A alteração, incorporada à Lei 8.213/1991, veda o abatimento mesmo quando houver autorização expressa do aposentado ou pensionista. Somente será permitido o débito se a autorização for prévia, pessoal e específica, com autenticação por biometria — reconhecimento facial ou impressão digital — e assinatura eletrônica.
O texto estabelece ainda a obrigação de ressarcimento aos segurados que tenham sofrido descontos indevidos no INSS. A associação ou a instituição financeira responsável deverá devolver os valores no prazo máximo de 30 dias. Caso não haja quitação, o beneficiário poderá acionar a Previdência para garantir o reembolso.
A lei determina, também, que o poder público realize busca ativa para identificar pessoas lesadas e conclua o pagamento dos débitos, além de autorizar o sequestro de bens de investigados ou acusados por práticas relacionadas aos descontos irregulares.
O debate que levou à mudança legislativa ganhou força após a Polícia Federal e a Controladoria-Geral da União deflagrarem, em abril de 2025, a Operação Sem Desconto. A investigação revelou um esquema que atingiu milhões de segurados em todo o país e resultou na suspensão dos acordos de cooperação técnica que permitiam a cobrança de mensalidades diretamente no benefício.

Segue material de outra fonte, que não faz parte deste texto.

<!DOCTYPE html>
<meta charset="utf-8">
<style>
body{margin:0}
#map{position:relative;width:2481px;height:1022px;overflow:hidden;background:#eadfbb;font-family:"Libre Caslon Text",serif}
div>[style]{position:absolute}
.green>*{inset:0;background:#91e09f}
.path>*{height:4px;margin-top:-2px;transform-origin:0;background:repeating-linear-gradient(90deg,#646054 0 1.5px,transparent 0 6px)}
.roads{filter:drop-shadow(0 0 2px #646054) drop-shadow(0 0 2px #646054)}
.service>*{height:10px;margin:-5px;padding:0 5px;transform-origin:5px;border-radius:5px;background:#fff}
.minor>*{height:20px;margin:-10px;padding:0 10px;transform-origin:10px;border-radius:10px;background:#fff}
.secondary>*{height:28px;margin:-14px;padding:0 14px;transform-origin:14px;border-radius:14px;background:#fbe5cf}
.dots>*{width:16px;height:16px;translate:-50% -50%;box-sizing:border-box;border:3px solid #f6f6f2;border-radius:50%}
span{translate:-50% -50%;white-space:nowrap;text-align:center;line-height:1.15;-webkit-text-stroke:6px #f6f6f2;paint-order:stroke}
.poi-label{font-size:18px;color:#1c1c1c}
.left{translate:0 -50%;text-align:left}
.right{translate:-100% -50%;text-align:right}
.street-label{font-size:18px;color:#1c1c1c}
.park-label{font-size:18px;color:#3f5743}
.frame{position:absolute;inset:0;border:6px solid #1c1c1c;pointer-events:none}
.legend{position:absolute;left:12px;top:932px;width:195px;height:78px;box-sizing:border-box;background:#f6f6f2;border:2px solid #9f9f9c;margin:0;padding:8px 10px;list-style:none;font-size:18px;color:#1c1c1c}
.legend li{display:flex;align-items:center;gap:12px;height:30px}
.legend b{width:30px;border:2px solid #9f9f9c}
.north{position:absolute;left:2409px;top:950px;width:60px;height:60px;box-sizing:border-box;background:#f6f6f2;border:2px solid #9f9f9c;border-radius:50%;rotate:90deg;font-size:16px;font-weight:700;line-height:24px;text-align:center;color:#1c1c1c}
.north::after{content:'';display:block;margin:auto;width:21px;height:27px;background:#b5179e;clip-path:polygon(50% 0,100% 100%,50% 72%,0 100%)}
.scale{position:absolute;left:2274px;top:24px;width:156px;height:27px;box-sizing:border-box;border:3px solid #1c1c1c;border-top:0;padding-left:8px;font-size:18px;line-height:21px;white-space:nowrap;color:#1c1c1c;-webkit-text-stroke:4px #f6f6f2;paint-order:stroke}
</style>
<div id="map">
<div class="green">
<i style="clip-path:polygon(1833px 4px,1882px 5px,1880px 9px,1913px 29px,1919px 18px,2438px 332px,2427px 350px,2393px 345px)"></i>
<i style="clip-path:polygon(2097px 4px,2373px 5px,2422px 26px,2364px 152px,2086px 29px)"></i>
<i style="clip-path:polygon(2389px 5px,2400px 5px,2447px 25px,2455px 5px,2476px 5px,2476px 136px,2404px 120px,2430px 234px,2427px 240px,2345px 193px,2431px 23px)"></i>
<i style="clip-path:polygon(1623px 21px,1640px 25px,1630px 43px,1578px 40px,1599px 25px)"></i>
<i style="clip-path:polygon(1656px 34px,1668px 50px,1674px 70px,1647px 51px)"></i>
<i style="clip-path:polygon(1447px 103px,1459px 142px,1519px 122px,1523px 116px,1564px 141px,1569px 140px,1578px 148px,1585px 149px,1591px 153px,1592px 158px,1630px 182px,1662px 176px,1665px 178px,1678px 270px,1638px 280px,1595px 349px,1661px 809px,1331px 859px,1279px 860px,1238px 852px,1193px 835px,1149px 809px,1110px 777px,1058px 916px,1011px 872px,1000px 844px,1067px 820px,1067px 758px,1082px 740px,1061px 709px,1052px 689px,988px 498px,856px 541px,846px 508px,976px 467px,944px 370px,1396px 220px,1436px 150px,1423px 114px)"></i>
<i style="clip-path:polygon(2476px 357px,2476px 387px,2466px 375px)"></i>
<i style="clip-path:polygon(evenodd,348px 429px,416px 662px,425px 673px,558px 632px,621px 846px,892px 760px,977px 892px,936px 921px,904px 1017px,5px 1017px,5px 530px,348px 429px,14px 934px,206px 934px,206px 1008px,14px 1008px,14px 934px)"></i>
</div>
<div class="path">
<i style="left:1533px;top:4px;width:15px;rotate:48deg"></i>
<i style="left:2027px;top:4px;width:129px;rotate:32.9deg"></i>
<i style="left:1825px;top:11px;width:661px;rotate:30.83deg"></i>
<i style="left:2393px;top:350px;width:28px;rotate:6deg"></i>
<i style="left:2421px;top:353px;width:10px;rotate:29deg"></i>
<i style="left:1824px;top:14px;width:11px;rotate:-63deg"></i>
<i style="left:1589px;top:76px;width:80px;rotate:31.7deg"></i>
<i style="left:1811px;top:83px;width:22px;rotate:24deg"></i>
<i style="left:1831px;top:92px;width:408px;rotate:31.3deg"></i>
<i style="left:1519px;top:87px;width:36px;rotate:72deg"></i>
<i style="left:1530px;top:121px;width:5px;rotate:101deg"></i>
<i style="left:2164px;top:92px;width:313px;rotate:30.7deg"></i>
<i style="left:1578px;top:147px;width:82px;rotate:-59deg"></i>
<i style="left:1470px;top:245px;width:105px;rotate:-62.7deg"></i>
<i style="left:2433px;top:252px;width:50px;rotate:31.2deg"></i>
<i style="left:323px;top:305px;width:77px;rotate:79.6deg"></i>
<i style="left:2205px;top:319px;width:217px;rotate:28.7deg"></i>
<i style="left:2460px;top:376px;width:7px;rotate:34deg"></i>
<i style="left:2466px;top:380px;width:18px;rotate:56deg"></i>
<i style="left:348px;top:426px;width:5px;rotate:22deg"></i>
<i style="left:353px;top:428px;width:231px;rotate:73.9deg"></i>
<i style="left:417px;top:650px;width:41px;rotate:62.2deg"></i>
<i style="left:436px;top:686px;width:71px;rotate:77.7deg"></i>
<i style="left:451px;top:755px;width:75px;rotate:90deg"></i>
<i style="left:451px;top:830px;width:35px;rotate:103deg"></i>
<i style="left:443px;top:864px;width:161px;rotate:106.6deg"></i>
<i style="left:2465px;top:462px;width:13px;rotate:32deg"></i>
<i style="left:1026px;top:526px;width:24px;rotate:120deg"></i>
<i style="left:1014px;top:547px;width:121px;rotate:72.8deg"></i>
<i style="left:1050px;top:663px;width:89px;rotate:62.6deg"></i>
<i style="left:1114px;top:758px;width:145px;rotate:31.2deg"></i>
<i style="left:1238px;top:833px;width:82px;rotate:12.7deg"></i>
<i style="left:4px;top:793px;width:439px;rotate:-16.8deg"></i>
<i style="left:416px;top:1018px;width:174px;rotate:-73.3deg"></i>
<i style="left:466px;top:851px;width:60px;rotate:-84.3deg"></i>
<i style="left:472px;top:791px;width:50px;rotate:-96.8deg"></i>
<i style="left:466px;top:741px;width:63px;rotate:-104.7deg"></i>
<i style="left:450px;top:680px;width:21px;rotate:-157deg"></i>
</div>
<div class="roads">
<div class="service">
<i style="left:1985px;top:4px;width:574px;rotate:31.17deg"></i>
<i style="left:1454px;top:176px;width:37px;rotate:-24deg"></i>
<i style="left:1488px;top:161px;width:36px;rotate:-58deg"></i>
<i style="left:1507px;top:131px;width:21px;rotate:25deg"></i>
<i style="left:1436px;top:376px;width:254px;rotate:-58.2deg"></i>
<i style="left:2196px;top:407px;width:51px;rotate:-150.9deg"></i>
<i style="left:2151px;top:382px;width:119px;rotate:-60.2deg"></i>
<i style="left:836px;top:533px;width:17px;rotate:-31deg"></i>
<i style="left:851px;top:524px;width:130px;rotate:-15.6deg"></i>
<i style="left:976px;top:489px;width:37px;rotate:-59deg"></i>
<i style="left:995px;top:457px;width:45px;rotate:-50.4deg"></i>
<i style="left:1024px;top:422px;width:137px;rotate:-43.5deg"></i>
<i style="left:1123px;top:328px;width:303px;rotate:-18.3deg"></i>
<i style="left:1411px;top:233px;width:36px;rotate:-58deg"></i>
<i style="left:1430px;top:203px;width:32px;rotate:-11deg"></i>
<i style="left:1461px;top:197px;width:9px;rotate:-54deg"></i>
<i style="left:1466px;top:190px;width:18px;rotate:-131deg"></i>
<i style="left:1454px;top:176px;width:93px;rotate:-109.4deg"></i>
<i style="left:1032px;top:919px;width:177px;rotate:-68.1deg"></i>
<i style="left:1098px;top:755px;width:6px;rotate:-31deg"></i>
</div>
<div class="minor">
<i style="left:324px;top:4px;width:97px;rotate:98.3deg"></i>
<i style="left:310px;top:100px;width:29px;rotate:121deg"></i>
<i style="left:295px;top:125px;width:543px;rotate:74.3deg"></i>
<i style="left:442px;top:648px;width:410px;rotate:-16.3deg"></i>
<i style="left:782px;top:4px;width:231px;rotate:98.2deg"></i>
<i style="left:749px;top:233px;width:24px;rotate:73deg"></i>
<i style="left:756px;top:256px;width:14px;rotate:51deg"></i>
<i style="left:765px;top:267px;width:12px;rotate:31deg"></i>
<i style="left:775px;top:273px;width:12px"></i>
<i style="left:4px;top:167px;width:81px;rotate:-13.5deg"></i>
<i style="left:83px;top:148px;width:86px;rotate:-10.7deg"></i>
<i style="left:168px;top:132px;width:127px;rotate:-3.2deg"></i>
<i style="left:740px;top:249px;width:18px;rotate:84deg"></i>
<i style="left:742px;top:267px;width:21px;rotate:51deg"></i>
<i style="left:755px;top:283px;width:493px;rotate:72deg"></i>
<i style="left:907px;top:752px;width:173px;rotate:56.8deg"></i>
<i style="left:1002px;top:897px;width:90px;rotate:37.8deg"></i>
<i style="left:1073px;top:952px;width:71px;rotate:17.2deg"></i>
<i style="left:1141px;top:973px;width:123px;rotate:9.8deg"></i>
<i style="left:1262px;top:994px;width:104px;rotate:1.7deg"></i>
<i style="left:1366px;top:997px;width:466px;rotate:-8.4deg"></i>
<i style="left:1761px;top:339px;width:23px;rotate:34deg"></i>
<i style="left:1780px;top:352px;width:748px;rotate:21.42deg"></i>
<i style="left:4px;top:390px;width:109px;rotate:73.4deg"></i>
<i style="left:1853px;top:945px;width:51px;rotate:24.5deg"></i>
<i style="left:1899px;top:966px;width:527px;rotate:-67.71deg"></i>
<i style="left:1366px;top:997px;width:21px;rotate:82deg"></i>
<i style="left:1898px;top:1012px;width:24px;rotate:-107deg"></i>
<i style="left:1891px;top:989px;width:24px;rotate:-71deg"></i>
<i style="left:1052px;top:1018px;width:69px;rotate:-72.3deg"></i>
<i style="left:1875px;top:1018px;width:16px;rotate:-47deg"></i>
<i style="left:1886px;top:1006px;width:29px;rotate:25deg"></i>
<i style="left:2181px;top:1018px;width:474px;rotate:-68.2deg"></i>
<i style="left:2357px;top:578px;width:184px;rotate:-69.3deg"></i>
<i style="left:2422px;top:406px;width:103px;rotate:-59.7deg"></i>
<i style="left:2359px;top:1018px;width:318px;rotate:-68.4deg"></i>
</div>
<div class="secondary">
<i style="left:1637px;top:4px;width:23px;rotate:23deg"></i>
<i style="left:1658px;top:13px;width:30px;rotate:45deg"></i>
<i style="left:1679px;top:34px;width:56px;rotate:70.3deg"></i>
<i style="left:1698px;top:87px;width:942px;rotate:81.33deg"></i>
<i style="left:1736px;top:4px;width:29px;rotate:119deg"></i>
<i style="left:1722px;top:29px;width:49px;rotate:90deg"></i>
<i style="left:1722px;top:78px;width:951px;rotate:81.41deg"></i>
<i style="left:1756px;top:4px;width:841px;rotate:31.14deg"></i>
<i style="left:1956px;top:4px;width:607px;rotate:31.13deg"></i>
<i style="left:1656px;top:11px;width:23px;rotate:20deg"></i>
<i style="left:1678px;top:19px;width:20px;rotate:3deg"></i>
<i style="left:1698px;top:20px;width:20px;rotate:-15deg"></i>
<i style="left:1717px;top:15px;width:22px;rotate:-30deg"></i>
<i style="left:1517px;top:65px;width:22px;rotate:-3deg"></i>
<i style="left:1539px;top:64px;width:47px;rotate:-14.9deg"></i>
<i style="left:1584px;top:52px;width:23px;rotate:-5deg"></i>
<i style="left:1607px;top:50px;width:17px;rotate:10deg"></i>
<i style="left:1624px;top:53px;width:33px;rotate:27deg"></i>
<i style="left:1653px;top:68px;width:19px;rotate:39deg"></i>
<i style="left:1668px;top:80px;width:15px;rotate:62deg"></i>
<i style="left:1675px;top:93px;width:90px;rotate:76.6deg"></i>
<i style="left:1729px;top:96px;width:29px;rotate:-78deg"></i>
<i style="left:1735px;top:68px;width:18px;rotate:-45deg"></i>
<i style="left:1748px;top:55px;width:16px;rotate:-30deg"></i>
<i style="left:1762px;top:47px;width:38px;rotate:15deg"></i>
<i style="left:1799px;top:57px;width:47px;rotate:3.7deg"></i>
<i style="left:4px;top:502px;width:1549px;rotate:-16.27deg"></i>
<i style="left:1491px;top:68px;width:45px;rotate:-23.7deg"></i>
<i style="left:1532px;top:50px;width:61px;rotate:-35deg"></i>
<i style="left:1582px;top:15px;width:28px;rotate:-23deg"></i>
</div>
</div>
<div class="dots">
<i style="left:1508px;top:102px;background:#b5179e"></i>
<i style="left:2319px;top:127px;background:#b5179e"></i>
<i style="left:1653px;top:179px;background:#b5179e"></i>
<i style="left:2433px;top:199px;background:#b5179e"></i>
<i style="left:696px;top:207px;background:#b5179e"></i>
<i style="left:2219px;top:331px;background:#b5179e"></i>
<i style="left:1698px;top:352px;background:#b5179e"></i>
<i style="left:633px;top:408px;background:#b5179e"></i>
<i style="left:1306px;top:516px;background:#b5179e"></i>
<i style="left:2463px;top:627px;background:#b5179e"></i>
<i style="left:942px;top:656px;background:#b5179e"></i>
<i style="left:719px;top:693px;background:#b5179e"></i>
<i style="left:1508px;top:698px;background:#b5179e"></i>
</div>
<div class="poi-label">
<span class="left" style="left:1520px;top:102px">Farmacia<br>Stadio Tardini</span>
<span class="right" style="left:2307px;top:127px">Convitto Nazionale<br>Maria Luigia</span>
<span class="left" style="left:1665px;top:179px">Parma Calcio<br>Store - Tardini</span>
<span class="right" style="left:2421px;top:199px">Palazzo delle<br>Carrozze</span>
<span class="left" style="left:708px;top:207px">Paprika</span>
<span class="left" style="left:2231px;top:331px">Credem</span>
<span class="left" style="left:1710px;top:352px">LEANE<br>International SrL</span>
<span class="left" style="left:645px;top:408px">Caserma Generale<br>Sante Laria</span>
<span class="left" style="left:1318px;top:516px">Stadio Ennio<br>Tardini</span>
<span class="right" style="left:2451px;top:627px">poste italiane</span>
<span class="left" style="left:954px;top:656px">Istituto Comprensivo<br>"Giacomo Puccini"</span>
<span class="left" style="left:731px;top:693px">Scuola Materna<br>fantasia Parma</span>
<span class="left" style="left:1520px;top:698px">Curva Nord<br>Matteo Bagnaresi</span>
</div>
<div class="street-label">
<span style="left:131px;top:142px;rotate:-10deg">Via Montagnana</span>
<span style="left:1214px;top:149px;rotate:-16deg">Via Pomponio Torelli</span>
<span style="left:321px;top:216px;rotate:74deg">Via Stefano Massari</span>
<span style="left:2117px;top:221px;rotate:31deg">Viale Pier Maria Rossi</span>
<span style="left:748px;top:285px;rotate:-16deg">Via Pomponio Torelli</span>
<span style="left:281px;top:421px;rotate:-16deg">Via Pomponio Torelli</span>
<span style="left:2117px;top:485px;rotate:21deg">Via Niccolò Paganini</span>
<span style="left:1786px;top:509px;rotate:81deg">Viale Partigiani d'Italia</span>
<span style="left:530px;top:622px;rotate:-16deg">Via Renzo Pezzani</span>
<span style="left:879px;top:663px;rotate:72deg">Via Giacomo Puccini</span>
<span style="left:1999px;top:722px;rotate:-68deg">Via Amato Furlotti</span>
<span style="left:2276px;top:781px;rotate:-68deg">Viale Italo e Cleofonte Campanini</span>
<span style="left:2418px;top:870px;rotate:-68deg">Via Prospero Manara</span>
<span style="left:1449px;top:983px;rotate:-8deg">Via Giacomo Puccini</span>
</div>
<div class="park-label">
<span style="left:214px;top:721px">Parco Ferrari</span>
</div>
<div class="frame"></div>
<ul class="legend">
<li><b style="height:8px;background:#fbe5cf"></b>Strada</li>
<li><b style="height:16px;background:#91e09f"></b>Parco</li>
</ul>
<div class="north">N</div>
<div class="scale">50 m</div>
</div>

Segundo balanço do INSS fechado em 5 de janeiro, já foram devolvidos R$ 2,84 bilhões a aposentados e pensionistas. O montante corresponde a 4,16 milhões de solicitações de contestação aceitas. Ainda há 6,3 milhões de pedidos em análise.
O aplicativo Meu INSS registrou 72,5 milhões de consultas sobre possíveis abatimentos irregulares; em 38,7 milhões de verificações não foi identificado desconto. Até o momento, 131.715 casos de descontos indevidos foram confirmados.
Com a sanção presidencial, a Previdência Social espera acelerar a devolução dos valores e evitar novos prejuízos aos beneficiários, reforçando mecanismos de segurança nas autorizações futuras.